Documentário invade o inferno nazista
MARCOS GUTERMAN
EDITOR-ADJUNTO DE MUNDO
"KZ", o documentário de
Rex Bloomstein sobre o
campo de concentração de Mauthausen, na Áustria, é um mergulho sensorial no inferno.
Sem uma única imagem da barbárie nazista, o filme -atração
do festival "É Tudo Verdade"-
no entanto conduz o espectador
lentamente, de modo sufocante,
ao âmago do Holocausto -e revela o quanto as motivações que
alimentaram essa ideologia ainda
estão vivas.
O filme acompanha a visita de
turistas de várias partes do mundo às instalações do campo (ou
"KZ", como era chamado), que
foi construído logo depois da anexação da Áustria à Alemanha nazista (1938) e recebeu cerca de 200
mil prisioneiros até ser libertado
pelo Exército americano, em
maio de 1945. Pelo menos metade
dos internos não sobreviveu à desumanização sistemática realizada no local.

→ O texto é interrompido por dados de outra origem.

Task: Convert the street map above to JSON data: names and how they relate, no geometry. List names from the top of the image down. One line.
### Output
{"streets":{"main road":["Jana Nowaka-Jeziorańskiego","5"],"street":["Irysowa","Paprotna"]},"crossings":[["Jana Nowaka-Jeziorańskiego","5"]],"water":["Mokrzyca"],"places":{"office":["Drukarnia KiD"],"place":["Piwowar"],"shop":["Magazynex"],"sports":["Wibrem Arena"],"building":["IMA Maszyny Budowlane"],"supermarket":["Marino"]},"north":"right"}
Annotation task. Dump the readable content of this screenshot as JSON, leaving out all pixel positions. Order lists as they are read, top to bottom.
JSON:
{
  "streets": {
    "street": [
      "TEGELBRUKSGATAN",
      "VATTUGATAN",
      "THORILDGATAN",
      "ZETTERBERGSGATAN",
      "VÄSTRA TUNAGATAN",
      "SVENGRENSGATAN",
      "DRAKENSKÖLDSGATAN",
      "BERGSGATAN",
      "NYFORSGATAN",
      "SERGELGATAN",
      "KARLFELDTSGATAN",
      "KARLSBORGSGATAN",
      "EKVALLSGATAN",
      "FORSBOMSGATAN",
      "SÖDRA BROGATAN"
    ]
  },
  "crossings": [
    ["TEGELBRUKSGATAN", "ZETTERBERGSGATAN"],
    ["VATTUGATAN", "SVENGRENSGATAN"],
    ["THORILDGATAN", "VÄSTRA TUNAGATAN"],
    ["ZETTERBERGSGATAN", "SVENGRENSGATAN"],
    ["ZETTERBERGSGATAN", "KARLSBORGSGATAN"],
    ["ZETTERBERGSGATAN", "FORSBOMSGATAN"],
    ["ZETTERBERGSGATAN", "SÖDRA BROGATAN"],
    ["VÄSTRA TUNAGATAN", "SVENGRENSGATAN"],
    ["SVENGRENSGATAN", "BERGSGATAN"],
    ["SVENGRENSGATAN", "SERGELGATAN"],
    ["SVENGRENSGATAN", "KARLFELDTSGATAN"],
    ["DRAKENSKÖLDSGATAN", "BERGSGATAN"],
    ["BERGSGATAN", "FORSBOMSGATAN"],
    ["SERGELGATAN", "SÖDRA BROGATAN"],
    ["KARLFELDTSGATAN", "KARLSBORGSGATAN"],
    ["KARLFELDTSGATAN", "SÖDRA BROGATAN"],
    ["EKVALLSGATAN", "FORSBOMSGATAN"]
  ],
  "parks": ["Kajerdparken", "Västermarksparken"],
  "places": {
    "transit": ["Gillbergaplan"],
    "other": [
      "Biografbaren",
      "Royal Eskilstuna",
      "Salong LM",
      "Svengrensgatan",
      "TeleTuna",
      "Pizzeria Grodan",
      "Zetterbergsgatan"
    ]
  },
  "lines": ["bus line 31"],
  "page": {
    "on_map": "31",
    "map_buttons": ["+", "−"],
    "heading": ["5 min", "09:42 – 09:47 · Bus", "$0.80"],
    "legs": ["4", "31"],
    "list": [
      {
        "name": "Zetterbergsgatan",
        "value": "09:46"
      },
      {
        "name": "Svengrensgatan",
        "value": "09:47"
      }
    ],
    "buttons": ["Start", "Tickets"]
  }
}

À medida que os monitores relatam a série de práticas dos carrascos nazistas no campo em cada
uma de suas alas, os visitantes se
transformam -eles deixam rapidamente de ser aqueles turistas
descontraídos movidos por uma
curiosidade mórbida, antes de a
visita começar, e passam a ser
sombrias testemunhas de crimes
cujas representações disponíveis
ainda são insuficientes para explicá-los.
Mal-estar
A sensação de desespero, repulsa e incredulidade é concreta.
Uma adolescente não suporta ouvir tudo aquilo e passa mal. Mesmo para alguém de uma geração
em que a morte em massa já não é
uma novidade nem provoca sentimentos especiais, tomar conhecimento da crueldade nazista nesse nível de detalhe passa do limite
do tolerável. A visita às câmaras
de gás é particularmente impressionante.
O pesadelo de Mauthausen é tão
brutal que nem mesmo os monitores escapam dele. O principal
guia, depois de anos de trabalho
no local, tornou-se alcoólatra, por
mal conseguir lidar com tudo
aquilo. E ele revela seu desgosto
quando relata que os chuveiros
por onde saía o gás nas câmaras
foram todos roubados, um por
um, por visitantes à procura de
suvenires.
Mas o perturbador em "KZ" é
que há quem não se incomode. O
filme mostra que existem felizes
vizinhos de Mauthausen -vizinhos que não se perturbam com o
passado do local e, mais do que isso, dizem que se trata de um "sonho perfeito" viver ali.
Uma velha viúva de um oficial
da SS relembra o passado sem
trair nenhum sentimento especial
pelos mortos no campo. Novos
moradores revelam uma felicidade quase obscena.
A 50 metros do prédio principal
do campo, uma taverna faz uma
festa típica austríaca, no mesmo
local em que, nos tempos da Segunda Guerra, os oficiais da SS se
embriagavam depois de um dia
de "trabalho".
Hoje, jovens rapazes em trajes
folclóricos não parecem menos
indiferentes -a mesma indiferença que construiu o totalitarismo e que permanece entranhada na sociedade de massa.
KZ
Produção: Reino Unido, 2005
Direção: Rex Bloomstein
Quando: hoje, às 17h, no Cinesesc (r.